» **PROBLEM TO SOLVE**:
Print the listing below again, exactly. Skip the pictures.
[INFORMATION PROVIDED — start]
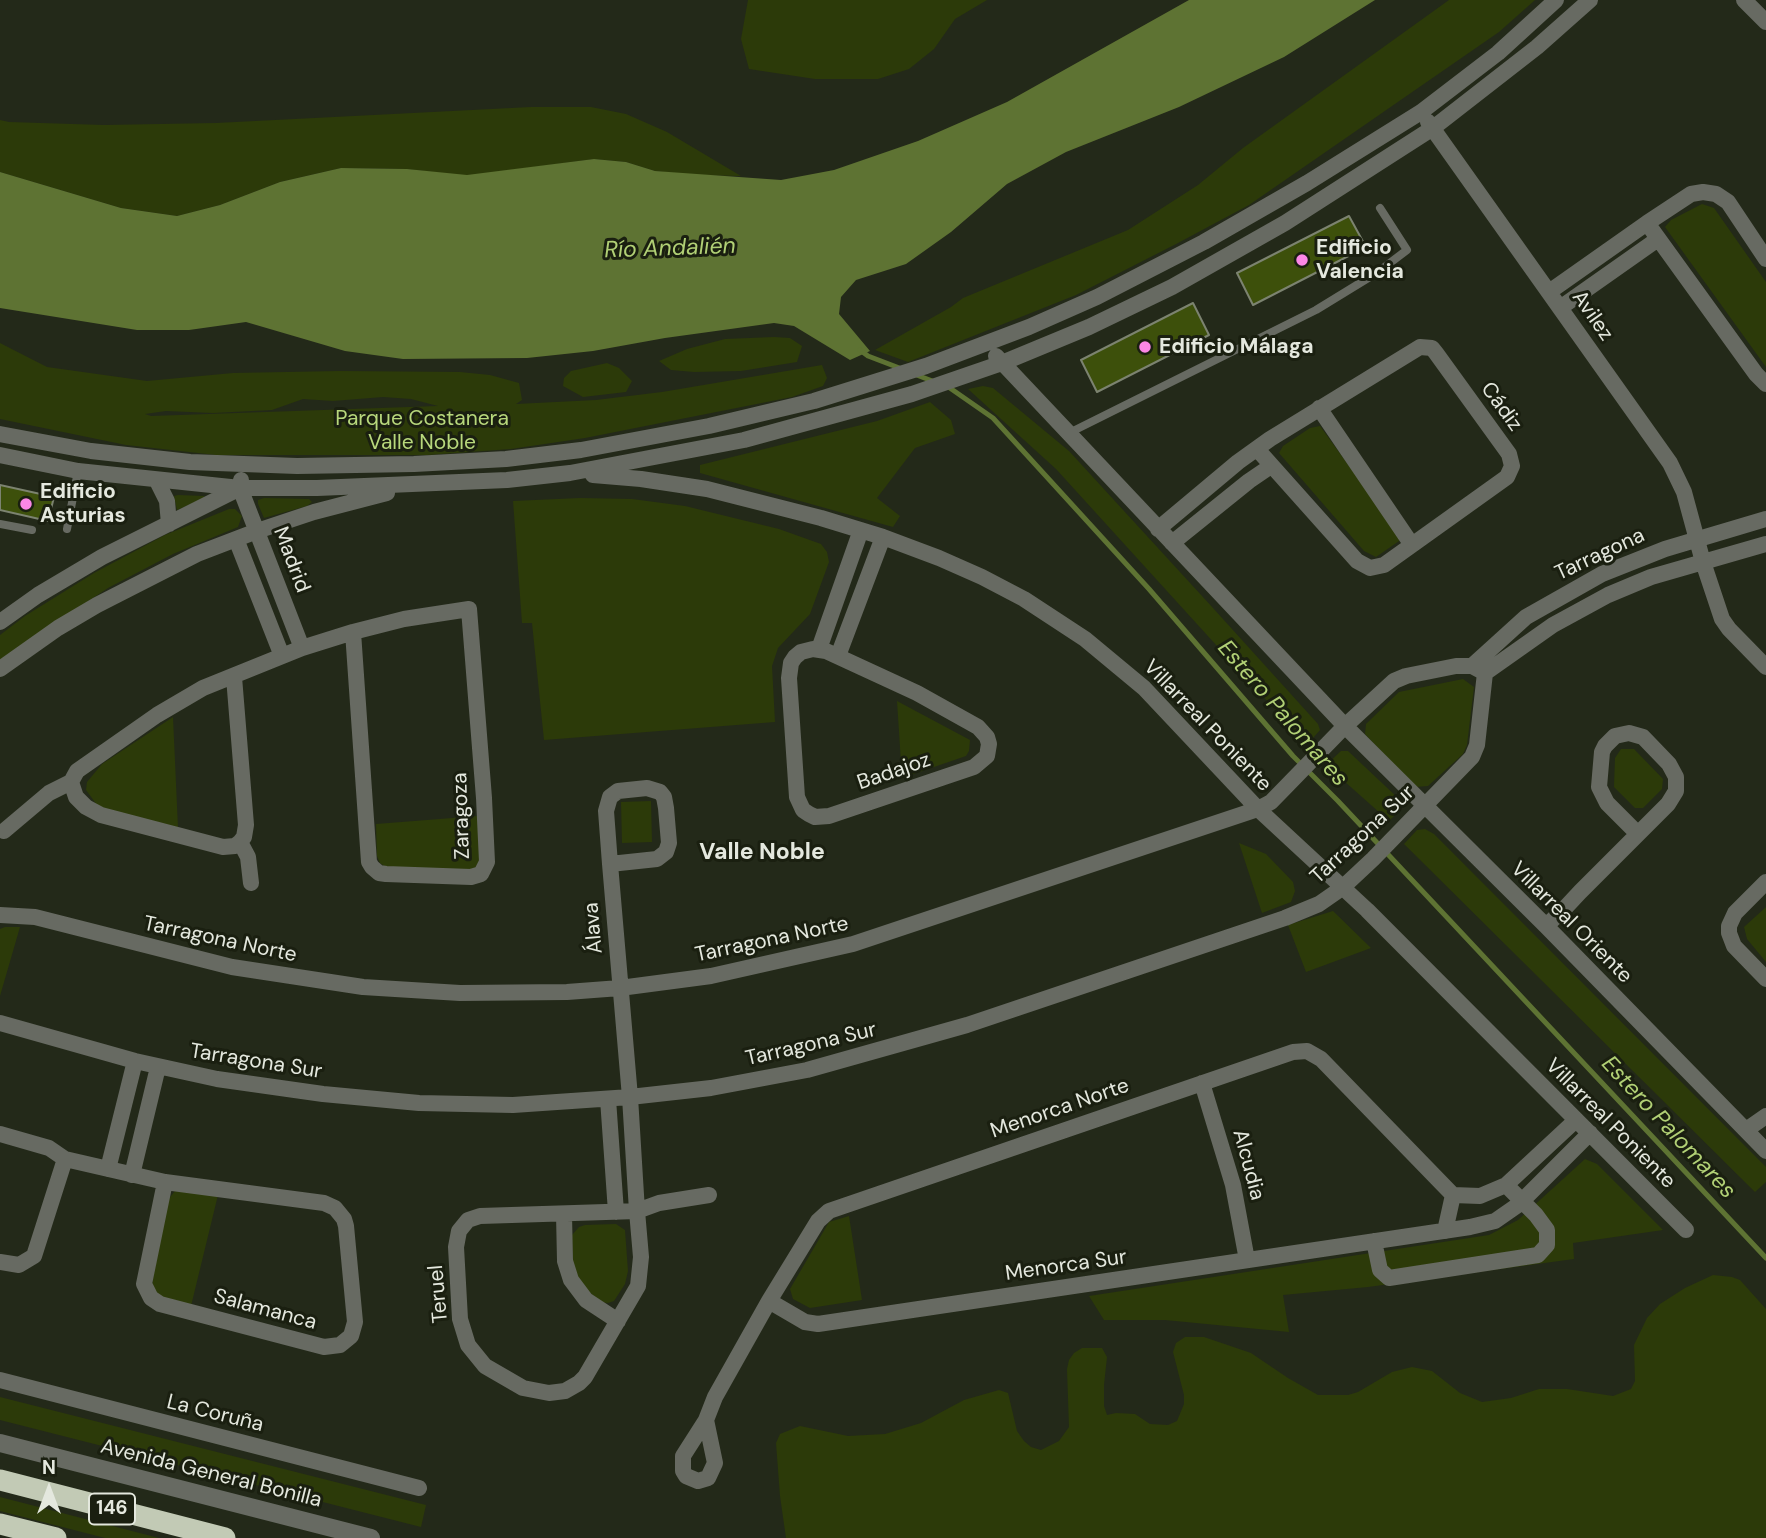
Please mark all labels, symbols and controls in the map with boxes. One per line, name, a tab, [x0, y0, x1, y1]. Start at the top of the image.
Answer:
water label: Río Andalién	[604, 233, 736, 265]
place label: Edificio Valencia	[1316, 235, 1404, 285]
marker: Edificio Valencia	[1294, 252, 1310, 268]
street label: Avilez	[1566, 286, 1618, 346]
place label: Edificio Málaga	[1159, 334, 1313, 360]
marker: Edificio Málaga	[1137, 339, 1153, 355]
street label: Cádiz	[1475, 378, 1527, 436]
park label: Parque Costanera Valle Noble	[335, 406, 509, 456]
place label: Edificio Asturias	[40, 479, 126, 529]
marker: Edificio Asturias	[18, 496, 34, 512]
street label: Tarragona	[1551, 523, 1649, 587]
street label: Madrid	[267, 524, 315, 596]
water label: Estero Palomares	[1211, 635, 1353, 793]
street label: Villarreal Poniente	[1138, 655, 1276, 797]
street label: Badajoz	[854, 748, 934, 796]
street label: Zaragoza	[448, 772, 476, 860]
street label: Tarragona Sur	[1306, 780, 1420, 890]
district label: Valle Noble	[699, 839, 825, 867]
street label: Villarreal Oriente	[1505, 857, 1637, 989]
street label: Álava	[579, 901, 609, 955]
street label: Tarragona Norte	[141, 911, 299, 969]
street label: Tarragona Norte	[693, 911, 851, 969]
street label: Tarragona Sur	[743, 1018, 879, 1072]
street label: Tarragona Sur	[188, 1039, 324, 1085]
water label: Estero Palomares	[1595, 1051, 1741, 1205]
street label: Villarreal Poniente	[1540, 1054, 1680, 1194]
street label: Menorca Norte	[987, 1073, 1133, 1145]
street label: Alcudia	[1226, 1127, 1270, 1203]
street label: Menorca Sur	[1004, 1245, 1128, 1287]
street label: Teruel	[424, 1264, 454, 1324]
street label: Salamanca	[211, 1284, 319, 1336]
street label: La Coruña	[164, 1390, 266, 1438]
street label: Avenida General Bonilla	[98, 1434, 324, 1514]
north arrow	[14, 1454, 84, 1524]
text: N	[42, 1455, 56, 1480]
road number: 146	[89, 1494, 135, 1525]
[INFORMATION PROVIDED — finish]
» **FINISHED EXERCISE**:
Please mark all labels, symbols and controls in the map with boxes. One per line, name, a tab, [x0, y0, x1, y1]. Start at the top of the image.
Answer:
water label: Río Andalién	[604, 233, 736, 265]
place label: Edificio Valencia	[1316, 235, 1404, 285]
marker: Edificio Valencia	[1294, 252, 1310, 268]
street label: Avilez	[1566, 286, 1618, 346]
place label: Edificio Málaga	[1159, 334, 1313, 360]
marker: Edificio Málaga	[1137, 339, 1153, 355]
street label: Cádiz	[1475, 378, 1527, 436]
park label: Parque Costanera Valle Noble	[335, 406, 509, 456]
place label: Edificio Asturias	[40, 479, 126, 529]
marker: Edificio Asturias	[18, 496, 34, 512]
street label: Tarragona	[1551, 523, 1649, 587]
street label: Madrid	[267, 524, 315, 596]
water label: Estero Palomares	[1211, 635, 1353, 793]
street label: Villarreal Poniente	[1138, 655, 1276, 797]
street label: Badajoz	[854, 748, 934, 796]
street label: Zaragoza	[448, 772, 476, 860]
street label: Tarragona Sur	[1306, 780, 1420, 890]
district label: Valle Noble	[699, 839, 825, 867]
street label: Villarreal Oriente	[1505, 857, 1637, 989]
street label: Álava	[579, 901, 609, 955]
street label: Tarragona Norte	[141, 911, 299, 969]
street label: Tarragona Norte	[693, 911, 851, 969]
street label: Tarragona Sur	[743, 1018, 879, 1072]
street label: Tarragona Sur	[188, 1039, 324, 1085]
water label: Estero Palomares	[1595, 1051, 1741, 1205]
street label: Villarreal Poniente	[1540, 1054, 1680, 1194]
street label: Menorca Norte	[987, 1073, 1133, 1145]
street label: Alcudia	[1226, 1127, 1270, 1203]
street label: Menorca Sur	[1004, 1245, 1128, 1287]
street label: Teruel	[424, 1264, 454, 1324]
street label: Salamanca	[211, 1284, 319, 1336]
street label: La Coruña	[164, 1390, 266, 1438]
street label: Avenida General Bonilla	[98, 1434, 324, 1514]
north arrow	[14, 1454, 84, 1524]
text: N	[42, 1455, 56, 1480]
road number: 146	[89, 1494, 135, 1525]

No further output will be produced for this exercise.